EDITO. La guerre de la dette est déclarée

Il va falloir opérer une prise de conscience: l’argent magique, gratuit et disponible à volonté, c’est fini.
S’il ne fallait retenir que trois chiffres de l'étude de l'OCDE, ce serait que l’année dernière, 25.000 milliards de dollars de dettes publiques et privées ont été émis sur les marchés. C’est quasiment deux fois plus qu’avant la pandémie et trois fois plus qu’en 2007.
Pour la première fois, l’encours global de dette a dépassé les 100.000 milliards de dollars.
Enfin, près de la moitié (40%) de ces dettes souveraines des pays de l’OCDE et de la dette obligataire mondiale des entreprises, arriveront à échéance d’ici à 2027.
Un monde de plus en plus endetté
Ces trois chiffres réunis disent une seule et même chose: nous sommes entrés dans un nouveau monde. Un monde de plus en plus endetté, où on a beaucoup sollicité la dette pour passer les crises, soutenir la reprise, et dans lequel il va falloir désormais financer l’avenir au lieu des dépenses courantes.

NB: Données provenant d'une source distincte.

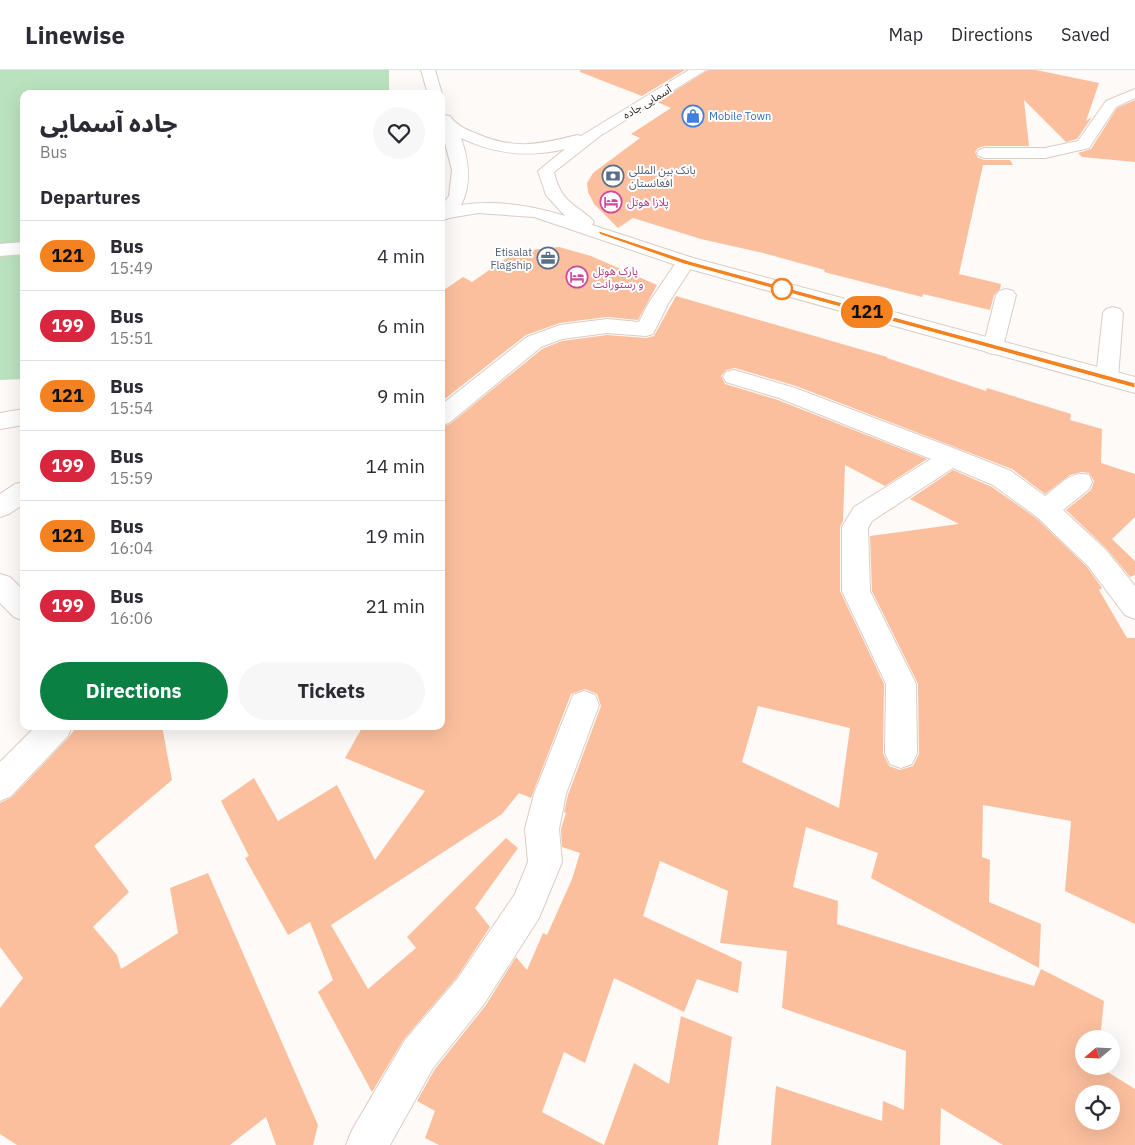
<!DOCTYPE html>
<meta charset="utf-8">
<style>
:root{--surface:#fff;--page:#f7f7f7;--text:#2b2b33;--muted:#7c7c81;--line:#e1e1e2;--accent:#0b8043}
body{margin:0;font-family:"IBM Plex Sans","Noto Sans Arabic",sans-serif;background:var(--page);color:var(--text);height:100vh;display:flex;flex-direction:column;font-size:19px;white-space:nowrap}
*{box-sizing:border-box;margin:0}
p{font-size:16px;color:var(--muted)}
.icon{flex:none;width:28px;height:28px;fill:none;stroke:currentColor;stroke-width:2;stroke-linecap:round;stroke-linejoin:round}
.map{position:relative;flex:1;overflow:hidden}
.drawer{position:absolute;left:20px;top:20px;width:425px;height:640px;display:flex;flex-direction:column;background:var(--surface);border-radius:10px;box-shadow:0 5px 20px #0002}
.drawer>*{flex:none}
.badge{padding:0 10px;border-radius:16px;font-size:18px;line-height:32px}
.needle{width:32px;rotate:251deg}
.controls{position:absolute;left:1075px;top:960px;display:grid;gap:10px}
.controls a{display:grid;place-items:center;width:45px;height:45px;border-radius:50%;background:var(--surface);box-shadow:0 5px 20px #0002;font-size:25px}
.map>.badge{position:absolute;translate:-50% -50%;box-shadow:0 0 0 2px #fff}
h2{padding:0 20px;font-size:19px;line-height:45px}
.round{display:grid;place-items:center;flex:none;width:52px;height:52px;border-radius:26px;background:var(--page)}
.head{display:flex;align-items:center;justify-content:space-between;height:85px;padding:0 20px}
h1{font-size:24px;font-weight:800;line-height:38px}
.primary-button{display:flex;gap:10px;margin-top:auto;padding:10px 20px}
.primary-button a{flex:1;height:58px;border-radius:30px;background:var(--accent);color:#fff;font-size:20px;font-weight:800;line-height:58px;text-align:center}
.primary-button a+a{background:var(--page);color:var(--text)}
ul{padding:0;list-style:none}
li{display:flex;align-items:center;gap:15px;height:70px;padding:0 20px;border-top:1px solid var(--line)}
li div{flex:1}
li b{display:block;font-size:19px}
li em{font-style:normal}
li .badge{min-width:55px;font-weight:700;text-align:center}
header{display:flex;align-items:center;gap:30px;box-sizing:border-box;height:70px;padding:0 25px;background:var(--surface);border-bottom:1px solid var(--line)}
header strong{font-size:24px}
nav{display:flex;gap:28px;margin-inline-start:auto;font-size:18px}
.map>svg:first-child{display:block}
.green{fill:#bbe2bf}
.building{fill:#fbbf9d;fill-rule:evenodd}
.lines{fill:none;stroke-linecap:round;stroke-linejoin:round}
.minor-casing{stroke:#dbccc3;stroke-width:2}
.highway-casing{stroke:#dbccc3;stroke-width:2}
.minor{fill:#fff;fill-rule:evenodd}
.highway{fill:#fff;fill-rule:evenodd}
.line{fill:#f58220;stroke:#fff}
.stop-dot{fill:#fff;stroke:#f58220;stroke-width:2.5}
.labels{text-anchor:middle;stroke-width:4;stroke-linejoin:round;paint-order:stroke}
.far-street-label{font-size:11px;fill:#332d2a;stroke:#fff}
.far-shop-label{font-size:11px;fill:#366cbe;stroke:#fff;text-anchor:start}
.far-service-label{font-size:11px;fill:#4e5e75;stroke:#fff;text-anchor:start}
.far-hotel-label{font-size:11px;fill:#b23c85;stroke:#fff;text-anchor:start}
</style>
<header>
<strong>Linewise</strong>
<nav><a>Map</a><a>Directions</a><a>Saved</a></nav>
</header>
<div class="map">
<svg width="1135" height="1075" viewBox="0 0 1135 1075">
<rect width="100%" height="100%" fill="#fdfaf8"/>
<path class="green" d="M0 0H389V24H24V309L0 310Z"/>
<path class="building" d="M580 0H685L642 26 580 2Z
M708 0H1036L1099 13 1086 51 1092 47 1077 69 1066 72 1024 30 1029 76H985L978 78 975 82 978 88 985 90H1010L1013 95H983L959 204 1001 214 1000 219 994 225 990 240 923 224 922 227 824 202 825 200 763 183 701 169 633 148 618 158 594 134 588 122 587 113 593 103 640 68 631 64 671 38 657 32Z
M1135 30V92L1082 87 1078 83 1091 79 1117 38Z
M559 177 591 186 657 215 638 250 607 247 560 253 526 265 441 332V222L463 207 472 212 505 189 530 180Z
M676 226 887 287V288L986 321 987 318 1071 344 1070 350 1102 359 1101 393 1135 404V447L1112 469 1135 491V505L1130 507 1107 479 1066 440 1091 420 1094 411 1089 403 1082 402 1070 405 1045 424 1012 399 796 316 735 298 726 300 721 306 725 314 778 330 927 389 885 416 845 395 843 451 840 457V521L884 614 883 683 889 696 900 700 913 696 919 684 918 614 872 521 870 466 959 454 910 429 953 400 992 417 1036 448 1087 497 1102 518 1099 520 1127 568H1135V854L1065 821 1071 751 983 735 982 787 990 790 989 832 1041 854 1039 898 871 808 878 783 806 757 793 817 838 831 837 854 1034 916 1041 899 1104 931 1100 969H1084V996H1098L1135 1019V1075H1003L941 1038 940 1075H771L776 1016 882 1051 883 1031 904 1040 906 981 782 938 787 881 720 873 728 821 660 791 643 846 742 892 738 923 697 909 684 942 614 908 585 993 564 982 542 1042 604 1075 634 993 669 1014 681 946 732 967 718 1075H439L425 1068 435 1041 417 1031 435 999 486 935 516 887 527 900 543 863 547 865 572 809 580 783 562 777 561 759 566 743 564 742 568 725 601 636 597 624 585 619 571 624 531 728 519 723 502 744 331 855 368 919 416 878 407 867 506 768 518 778 475 838 490 857 457 907 404 969 372 1022 318 922 333 910 310 852 288 865 245 788 249 786 221 731 254 708 278 751 337 715 375 790 425 721 345 688 363 656H441V357L450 354 542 279 562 271 607 265 646 268 654 266ZM758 636 850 658 839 738 742 692ZM1084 1024H1111V1051H1084Z
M77 656H162L172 710 94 776 129 822 93 857 117 885 121 899 178 863 170 818 208 803 318 1055 313 1075H276L266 1047 230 1075H17L0 1064V938L23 908 0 877V733L12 727 69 667Z"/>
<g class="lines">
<g class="minor-casing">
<path id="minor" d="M1135 19V28L1116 37 1089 78 1045 88H985L979 86 977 83 979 80 985 78H1045L1078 71 1106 31Z
M24 172V184L0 186V174Z
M686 186 693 188 695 192 668 234 653 264 646 266 607 263 562 269 541 277 449 353 441 355V335L527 267 560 255 607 249 639 252 648 234 679 188Z
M1006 219 1013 221 1016 225 1003 277 1000 282 993 284 986 282 983 277 996 225 999 221Z
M1113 237 1120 239 1123 243 1118 308 1115 313 1107 315 1099 313 1096 308 1103 243 1106 239Z
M734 300 795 318 961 381 1011 401 1045 426C1059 416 1071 400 1089 405L1092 412 1089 419 1063 440 1106 480 1135 516V549L1125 545 1088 496 1037 447 993 415 953 398 872 451 868 458 870 521 916 614 917 683 912 694 901 698 890 694 885 683 886 614 842 521V457L854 437 931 389 779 328 726 312 723 307 726 302Z
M0 504 10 507 24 521V551L14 547 0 533Z
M584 621 595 625 599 635 566 724 559 759 562 792 539 848 484 934 433 998 390 1075H346L352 1060 405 970 458 908 515 824 528 792 525 759 534 724 573 625Z
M36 656H72L68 666 11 726 0 731V692Z"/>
</g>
<g class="highway-casing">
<path id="highway" d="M421 0H435L442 24 441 25V24H428Z
M689 0H706L600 66 554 102C558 121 566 131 582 141 586 145 591 147 594 152L592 155 693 188 1135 307V323L679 196 534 147 478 143 449 148 441 151V136L449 126 452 100 441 58V45L450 46C456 55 465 59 475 63 513 80 538 75 577 65L581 66ZM461 68C495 84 528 88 565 79L538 101 546 125 565 146C531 135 496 130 461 135 472 114 469 91 461 68Z
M24 339V355L0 359V343Z
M24 412V434L9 444 0 447V424L15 414Z"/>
</g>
<use href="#minor" class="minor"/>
<use href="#highway" class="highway"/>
</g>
<path class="line" d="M599 161 689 191 1135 313V318L684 194 599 164Z"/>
<defs>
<g id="shop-ring" transform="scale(1.125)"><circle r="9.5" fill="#fff" stroke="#3f7fe0" stroke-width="1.5"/><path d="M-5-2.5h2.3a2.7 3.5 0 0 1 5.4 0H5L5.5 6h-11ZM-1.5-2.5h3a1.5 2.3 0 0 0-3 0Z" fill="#3f7fe0"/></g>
<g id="bank-ring" transform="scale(1.125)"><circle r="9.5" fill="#fff" stroke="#5c6f8a" stroke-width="1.5"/><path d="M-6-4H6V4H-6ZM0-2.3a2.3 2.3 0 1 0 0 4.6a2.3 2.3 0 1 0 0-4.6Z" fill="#5c6f8a"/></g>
<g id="hotel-ring" transform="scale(1.125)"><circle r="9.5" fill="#fff" stroke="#d1479c" stroke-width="1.5"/><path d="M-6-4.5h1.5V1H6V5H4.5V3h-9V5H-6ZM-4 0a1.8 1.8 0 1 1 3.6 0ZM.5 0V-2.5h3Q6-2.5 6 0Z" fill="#d1479c"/></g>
<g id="office-ring" transform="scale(1.125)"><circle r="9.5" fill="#fff" stroke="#5c6f8a" stroke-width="1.5"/><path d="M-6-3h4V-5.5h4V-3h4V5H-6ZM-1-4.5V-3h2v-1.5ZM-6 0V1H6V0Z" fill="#5c6f8a"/></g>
</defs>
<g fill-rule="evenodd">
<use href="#shop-ring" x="693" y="46"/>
<use href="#bank-ring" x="613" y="106"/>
<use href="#hotel-ring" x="611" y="132"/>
<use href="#office-ring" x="548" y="188"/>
<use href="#hotel-ring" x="577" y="207"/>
</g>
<circle class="stop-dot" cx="782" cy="219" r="10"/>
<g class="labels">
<g class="far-street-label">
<text transform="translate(647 32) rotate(-31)" y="4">آسمایی جاده</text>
</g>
<g class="far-shop-label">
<text x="709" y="50">Mobile Town</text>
</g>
<g class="far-service-label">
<text x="629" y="104">بانک بین المللی<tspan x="629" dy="13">افغانستان</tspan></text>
<text x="532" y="186" text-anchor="end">Etisalat<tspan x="532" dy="13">Flagship</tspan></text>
</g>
<g class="far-hotel-label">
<text x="627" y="136">پلازا هوتل</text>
<text x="593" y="205">پارک هوتل<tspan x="593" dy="13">و رستورانت</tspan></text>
</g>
</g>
</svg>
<div class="controls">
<a><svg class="needle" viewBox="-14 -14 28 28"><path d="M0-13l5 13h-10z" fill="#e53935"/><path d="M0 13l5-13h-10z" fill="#7c7c81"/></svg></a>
<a><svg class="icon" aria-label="locate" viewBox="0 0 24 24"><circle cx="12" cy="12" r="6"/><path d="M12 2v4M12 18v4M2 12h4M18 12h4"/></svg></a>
</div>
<b class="badge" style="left:867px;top:242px;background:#f58220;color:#111">121</b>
<section class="drawer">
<div class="head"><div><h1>جاده آسمایی</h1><p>Bus</p></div><a class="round"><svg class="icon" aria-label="heart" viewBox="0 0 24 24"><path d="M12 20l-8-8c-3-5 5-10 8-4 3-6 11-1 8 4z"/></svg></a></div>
<h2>Departures</h2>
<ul>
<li><span class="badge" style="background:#f58220;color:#111">121</span><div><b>Bus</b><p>15:49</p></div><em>4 min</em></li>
<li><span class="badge" style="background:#d7263d;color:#fff">199</span><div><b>Bus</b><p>15:51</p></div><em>6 min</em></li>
<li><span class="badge" style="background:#f58220;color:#111">121</span><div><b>Bus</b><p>15:54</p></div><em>9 min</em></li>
<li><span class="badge" style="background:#d7263d;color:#fff">199</span><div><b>Bus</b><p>15:59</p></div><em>14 min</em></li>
<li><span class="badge" style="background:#f58220;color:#111">121</span><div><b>Bus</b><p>16:04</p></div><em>19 min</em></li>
<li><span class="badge" style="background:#d7263d;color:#fff">199</span><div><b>Bus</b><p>16:06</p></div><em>21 min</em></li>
</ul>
<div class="primary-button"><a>Directions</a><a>Tickets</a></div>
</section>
</div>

D’abord parce qu’il va y avoir des révolutions majeures à financer : transition climatique, démographique, numérique... Sur lesquelles vient de s’ajouter une accélération du réarmement de la planète.
Tout le monde va avoir besoin de capitaux supplémentaires: l'Europe, la Chine, les Etats-Unis. Les Etats-Unis où le déficit public dépasse désormais 2.000 milliards de dollars par an et qui vont nécessiter un financement extérieur, notamment via notre épargne européenne.
Comment se situe la France dans tout ça?
Pas au mieux. On file tout droit vers les 120% du PIB de dette. Une dette majoritairement détenue par les investisseurs étrangers, dont nous sommes donc très dépendants, et nous sommes sous la surveillance resserrée des agences de notation.
Alors qu'il faudrait renforcer notre base domestique, 100 milliards d'épargne française sonts partis s'investir en bonds du trésor américain en 2024. Si on ajoute les fonds européens de la zone euro, les fonds britanniques, norvégiens et suisses, c’est même 500 milliards qui sont partis aux Etats-Unis. Un quart de la hausse de la dette publique américaine a été acheté par des Européens l'année dernière.
Un sérieux concurrent est enfin sur le point d'arriver sur le marché européen de la dette. L’Allemagne va faire sauter son frein à l’endettement pour financer un gigantesque plan de relance de près de 1.000 milliards d'euros sur dix ans. La concurrence va être rude pour la France. Les taux ont déjà monté de 40 points de base.
Il va donc falloir revenir le plus vite possible à 3% de déficit pour stabiliser la dette, et surtout renforcer notre potentiel de croissance pour continuer à rassurer les investisseurs et rester attractifs. C'est bien connu: on ne prête qu'aux riches.